= Paul Clarkson =

British actor, theatre director and teacher

Paul Clarkson is an English actor, theatre director and teacher. He was born and educated in Worcester and trained at LAMDA from 1979 to 1981.

He has been Assistant Director at the Swan Theatre, Worcester, Associate Director at Derby Playhouse theatre, Director of Drama at Pangbourne College, Berkshire and Course Director of the BA (Hons) acting course at Birmingham School of Acting. He was also Head of Drama at Solihull School, Solihull, Course Director Performing Arts at Abingdon College and a teacher of Drama at Golden Hillock School, Sparkhill, Birmingham.

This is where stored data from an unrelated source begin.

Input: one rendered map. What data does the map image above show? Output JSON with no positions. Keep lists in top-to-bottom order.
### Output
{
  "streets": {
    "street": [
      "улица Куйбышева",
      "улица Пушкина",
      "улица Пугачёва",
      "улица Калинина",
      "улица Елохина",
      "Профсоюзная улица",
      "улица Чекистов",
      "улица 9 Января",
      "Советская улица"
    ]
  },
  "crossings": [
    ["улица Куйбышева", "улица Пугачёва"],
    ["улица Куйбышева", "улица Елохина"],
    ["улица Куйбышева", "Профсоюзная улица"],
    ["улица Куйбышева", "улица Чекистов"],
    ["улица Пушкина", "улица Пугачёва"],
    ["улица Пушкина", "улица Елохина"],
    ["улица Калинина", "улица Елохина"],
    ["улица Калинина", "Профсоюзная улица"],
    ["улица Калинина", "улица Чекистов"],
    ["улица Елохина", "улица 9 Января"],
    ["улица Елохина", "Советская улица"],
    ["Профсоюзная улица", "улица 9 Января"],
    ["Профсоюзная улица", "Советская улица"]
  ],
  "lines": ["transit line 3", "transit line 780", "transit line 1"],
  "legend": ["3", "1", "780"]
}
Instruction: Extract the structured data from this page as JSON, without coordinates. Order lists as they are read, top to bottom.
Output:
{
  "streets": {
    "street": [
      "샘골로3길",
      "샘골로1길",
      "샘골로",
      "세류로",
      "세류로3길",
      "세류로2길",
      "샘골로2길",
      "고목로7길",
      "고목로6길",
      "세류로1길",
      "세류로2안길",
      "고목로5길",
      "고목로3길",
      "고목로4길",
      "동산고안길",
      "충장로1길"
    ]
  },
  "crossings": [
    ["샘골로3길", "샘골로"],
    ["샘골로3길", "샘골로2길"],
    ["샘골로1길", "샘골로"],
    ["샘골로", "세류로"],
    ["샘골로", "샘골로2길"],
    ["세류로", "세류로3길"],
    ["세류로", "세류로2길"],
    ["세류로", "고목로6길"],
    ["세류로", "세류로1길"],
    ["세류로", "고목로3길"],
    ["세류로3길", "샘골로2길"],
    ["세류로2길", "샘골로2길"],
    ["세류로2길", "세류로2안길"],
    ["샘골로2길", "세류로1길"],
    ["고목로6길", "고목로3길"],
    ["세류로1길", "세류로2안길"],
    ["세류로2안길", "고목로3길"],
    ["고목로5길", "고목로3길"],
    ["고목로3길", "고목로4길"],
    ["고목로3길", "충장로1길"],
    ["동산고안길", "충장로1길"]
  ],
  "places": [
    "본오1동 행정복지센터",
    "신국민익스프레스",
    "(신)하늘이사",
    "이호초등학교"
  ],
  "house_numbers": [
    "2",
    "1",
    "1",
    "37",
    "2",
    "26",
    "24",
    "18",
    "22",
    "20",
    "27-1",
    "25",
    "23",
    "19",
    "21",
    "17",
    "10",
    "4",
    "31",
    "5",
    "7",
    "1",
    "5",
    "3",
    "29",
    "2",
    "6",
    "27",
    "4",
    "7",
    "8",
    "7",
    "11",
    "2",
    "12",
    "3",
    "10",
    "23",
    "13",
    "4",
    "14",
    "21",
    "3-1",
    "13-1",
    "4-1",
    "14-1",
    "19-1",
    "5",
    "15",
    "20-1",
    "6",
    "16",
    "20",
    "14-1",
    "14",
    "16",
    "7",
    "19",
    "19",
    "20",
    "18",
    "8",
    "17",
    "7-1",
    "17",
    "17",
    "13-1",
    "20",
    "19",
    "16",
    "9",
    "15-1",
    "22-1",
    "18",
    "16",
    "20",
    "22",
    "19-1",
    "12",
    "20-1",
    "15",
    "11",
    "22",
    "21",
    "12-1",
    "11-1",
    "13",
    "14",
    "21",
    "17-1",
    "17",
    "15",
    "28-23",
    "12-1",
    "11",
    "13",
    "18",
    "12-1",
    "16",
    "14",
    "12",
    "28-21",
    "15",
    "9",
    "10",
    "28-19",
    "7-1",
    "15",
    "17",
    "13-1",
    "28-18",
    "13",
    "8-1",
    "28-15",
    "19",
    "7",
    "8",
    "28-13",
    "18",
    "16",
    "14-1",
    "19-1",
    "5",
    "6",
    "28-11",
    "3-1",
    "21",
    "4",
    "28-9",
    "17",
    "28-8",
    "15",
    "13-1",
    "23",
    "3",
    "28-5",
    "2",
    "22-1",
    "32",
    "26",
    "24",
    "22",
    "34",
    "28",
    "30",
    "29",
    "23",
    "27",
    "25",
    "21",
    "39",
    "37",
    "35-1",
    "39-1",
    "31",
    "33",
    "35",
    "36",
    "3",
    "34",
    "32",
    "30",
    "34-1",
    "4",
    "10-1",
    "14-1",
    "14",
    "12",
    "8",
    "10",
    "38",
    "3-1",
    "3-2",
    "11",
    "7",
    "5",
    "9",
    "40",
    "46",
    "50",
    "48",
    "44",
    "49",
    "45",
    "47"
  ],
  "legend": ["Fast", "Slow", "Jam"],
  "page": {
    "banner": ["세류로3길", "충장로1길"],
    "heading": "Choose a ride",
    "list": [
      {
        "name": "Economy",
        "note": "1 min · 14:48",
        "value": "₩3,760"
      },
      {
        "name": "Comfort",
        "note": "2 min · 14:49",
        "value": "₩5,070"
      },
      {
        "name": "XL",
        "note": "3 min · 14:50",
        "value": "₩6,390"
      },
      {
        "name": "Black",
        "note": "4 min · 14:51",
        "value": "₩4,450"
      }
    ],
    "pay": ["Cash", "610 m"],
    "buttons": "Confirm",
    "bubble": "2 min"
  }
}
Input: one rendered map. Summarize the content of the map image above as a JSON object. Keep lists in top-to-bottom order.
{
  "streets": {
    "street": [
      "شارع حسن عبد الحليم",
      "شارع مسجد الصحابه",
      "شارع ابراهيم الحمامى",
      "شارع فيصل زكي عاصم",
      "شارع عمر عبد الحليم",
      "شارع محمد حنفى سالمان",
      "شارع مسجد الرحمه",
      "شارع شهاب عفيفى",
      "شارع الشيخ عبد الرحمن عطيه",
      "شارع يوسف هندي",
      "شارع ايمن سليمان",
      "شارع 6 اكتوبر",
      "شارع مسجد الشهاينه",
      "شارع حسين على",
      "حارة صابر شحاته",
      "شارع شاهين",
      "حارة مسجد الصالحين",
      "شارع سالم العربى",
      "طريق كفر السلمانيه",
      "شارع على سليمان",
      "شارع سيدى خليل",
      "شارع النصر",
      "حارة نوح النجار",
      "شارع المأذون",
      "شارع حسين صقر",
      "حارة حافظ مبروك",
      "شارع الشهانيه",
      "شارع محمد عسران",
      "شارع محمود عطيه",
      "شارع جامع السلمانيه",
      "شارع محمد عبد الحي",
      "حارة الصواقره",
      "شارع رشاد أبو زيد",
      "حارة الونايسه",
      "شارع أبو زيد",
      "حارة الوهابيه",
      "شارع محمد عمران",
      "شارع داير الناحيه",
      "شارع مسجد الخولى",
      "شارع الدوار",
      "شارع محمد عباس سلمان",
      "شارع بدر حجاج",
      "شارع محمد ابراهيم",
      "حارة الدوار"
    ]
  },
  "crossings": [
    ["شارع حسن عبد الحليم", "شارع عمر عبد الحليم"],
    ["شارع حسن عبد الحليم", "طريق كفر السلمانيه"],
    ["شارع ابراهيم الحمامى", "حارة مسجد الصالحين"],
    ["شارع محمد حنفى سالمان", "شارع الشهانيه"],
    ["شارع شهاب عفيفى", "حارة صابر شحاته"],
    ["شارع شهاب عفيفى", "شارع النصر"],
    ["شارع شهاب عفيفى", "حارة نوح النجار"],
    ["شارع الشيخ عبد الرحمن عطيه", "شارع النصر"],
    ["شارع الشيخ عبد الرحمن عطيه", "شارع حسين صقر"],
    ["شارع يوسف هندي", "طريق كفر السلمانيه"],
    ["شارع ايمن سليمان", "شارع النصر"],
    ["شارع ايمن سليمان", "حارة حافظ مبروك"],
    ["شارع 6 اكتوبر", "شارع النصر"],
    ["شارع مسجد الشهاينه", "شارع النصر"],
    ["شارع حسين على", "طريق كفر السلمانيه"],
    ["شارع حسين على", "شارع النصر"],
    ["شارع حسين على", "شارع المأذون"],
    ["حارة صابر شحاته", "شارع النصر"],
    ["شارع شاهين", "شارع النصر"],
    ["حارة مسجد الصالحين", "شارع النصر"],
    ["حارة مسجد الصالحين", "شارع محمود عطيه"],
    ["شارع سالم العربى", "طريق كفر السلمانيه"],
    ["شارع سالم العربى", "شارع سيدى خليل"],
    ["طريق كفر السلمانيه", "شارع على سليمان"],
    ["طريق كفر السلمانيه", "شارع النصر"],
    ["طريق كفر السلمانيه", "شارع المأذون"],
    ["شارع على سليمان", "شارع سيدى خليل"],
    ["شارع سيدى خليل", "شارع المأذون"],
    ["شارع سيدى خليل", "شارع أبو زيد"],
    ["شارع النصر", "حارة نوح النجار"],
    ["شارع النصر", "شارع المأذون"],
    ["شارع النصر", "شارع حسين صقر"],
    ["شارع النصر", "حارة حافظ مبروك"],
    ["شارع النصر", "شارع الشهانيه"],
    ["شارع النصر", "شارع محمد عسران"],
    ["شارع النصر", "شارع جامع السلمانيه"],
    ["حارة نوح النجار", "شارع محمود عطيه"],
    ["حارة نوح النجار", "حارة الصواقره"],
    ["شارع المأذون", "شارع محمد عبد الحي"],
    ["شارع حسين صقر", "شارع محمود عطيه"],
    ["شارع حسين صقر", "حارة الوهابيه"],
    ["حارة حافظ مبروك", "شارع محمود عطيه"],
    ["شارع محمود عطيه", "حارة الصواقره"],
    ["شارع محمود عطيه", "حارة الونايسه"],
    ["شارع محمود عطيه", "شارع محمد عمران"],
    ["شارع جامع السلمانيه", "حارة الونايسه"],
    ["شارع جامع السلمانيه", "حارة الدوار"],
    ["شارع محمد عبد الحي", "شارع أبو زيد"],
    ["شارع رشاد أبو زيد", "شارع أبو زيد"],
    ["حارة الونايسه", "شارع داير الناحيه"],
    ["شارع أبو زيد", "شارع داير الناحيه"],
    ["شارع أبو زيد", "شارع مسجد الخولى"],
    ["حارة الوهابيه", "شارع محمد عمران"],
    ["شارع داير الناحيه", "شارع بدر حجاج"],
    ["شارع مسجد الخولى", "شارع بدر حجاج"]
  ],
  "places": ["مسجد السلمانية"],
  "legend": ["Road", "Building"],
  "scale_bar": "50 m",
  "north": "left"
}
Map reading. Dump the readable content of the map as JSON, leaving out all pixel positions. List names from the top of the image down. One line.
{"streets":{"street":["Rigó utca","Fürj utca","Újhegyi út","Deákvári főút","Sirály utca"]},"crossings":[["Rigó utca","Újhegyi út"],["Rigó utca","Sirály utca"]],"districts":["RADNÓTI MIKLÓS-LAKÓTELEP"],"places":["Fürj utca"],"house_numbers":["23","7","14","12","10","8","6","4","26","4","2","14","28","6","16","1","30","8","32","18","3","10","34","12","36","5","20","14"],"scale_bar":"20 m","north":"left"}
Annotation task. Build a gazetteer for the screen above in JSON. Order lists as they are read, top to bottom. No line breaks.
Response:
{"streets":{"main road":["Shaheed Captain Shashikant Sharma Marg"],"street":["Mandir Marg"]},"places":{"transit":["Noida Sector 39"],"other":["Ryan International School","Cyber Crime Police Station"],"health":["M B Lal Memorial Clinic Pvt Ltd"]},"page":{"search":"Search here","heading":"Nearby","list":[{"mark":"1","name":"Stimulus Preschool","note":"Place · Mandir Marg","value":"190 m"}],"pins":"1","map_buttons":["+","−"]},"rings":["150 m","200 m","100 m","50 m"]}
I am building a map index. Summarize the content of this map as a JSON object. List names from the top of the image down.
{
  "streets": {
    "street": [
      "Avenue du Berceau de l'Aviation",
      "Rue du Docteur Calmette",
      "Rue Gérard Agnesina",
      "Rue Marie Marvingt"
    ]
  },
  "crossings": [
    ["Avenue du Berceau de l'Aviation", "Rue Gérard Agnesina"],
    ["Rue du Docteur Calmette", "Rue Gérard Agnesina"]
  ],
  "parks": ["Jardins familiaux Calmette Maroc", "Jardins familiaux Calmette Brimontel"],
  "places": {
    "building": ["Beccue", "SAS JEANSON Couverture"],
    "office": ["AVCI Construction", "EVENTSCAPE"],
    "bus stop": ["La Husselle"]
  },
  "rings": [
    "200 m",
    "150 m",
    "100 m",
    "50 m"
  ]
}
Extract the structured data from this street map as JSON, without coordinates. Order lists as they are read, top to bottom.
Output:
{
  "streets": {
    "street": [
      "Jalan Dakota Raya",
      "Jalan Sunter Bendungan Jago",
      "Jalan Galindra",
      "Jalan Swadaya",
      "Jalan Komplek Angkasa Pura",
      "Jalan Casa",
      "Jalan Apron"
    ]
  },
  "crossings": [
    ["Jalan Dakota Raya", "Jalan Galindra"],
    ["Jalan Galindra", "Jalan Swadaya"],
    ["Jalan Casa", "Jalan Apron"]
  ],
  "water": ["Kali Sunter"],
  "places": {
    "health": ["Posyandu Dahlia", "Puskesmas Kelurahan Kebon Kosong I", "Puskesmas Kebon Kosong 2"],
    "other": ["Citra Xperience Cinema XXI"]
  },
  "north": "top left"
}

In 1984, he won the Laurence Olivier Award for Best Actor in a Musical playing John Tallentire in Howard Goodall and Melvyn Bragg’s The Hired Man at the Astoria Theatre, London. He also created the role of Harry Bright in the original production of Mamma Mia! at the Prince Edward Theatre, London.

His other theatre work includes: Alfie Byrne in the European premiere of the musical A Man of No Importance at the Union Theatre, Southwark and the Arts Theatre, London. Dave in the world premiere of Promises and Lies (Birmingham Rep). Hamp in For King and Country (Greenwich Theatre), Working Class Hero, The Hired Man, Venetian Twins, (Nuffield, Southampton). Down the Dock Road (Chester Gateway). Mephistopheles in Doctor Faustus, Roderigo in Othello, Captain Plume in The Recruiting Officer and Lieutenant Clark in Our Country's Good by Timberlake Wertenbaker (Swan, Worcester). He played Jack Horsfall in Hull Truck Theatre's production of The Glee Club by Richard Cameron directed by Tessa Walker and Gryce in Derby Theatre's production of Kes directed by Sarah Brigham, and toured Britain in House of Ghosts, directed by Robin Herford.

His TV appearances include Graham Carpenter in Hollyoaks (for two years), Keith Nicholl in two series of The Manageress for Channel 4, Mr Christian in Tripper's Day (revived for two series as Slinger's Day) for ITV, Heartbeat, Kavanagh QC, Kiss Me Kate, Eleven Men Against Eleven, Underworld, Drop The Dead Donkey, Dream Team, Home is the Sailor, Anna Lee, Class Act, Doctors, Casualty, The Bill and Crossroads.

Radio plays include: Gavin in two series of Any Bloke by Gary Brown, Alex Wiltshire in one series of Saplings, The Archers, The Climb, The Waterloo Model, Poseidon's Gold, Gilbert Without Sullivan, Julie and the Prince, The Bribery Warehouse and The Music Teacher.

As a director, his productions include: Women in Love, Laurel and Hardy and Outside Edge for Derby Theatre, The Dreaming and The Tempest at Birmingham Crescent Theatre, The Secret Diary of Adrian Mole at the Rose Theatre, Ladybird for Bristol Old Vic Theatre School and A Christmas Carol, Guys and Dolls and The Comedy of Errors at the Drake Centre, Pangbourne. He has directed Alan Ayckbourn’s Time and Time Again for Frinton Summer Theatre and Howard Goodall and Charles Hart's 'The Dreaming' at the Union Theatre, Southwark.

Clarkson performed as Dr Dillamond in the musical Wicked at the Apollo Theatre, Victoria, London until 25 October 2014, and also understudied the Wizard of Oz. He assumed the position as Head of Acting Courses at Bristol Old Vic Theatre School on 27 October 2014.

He is married to actress Julia Hills, and the couple have three children.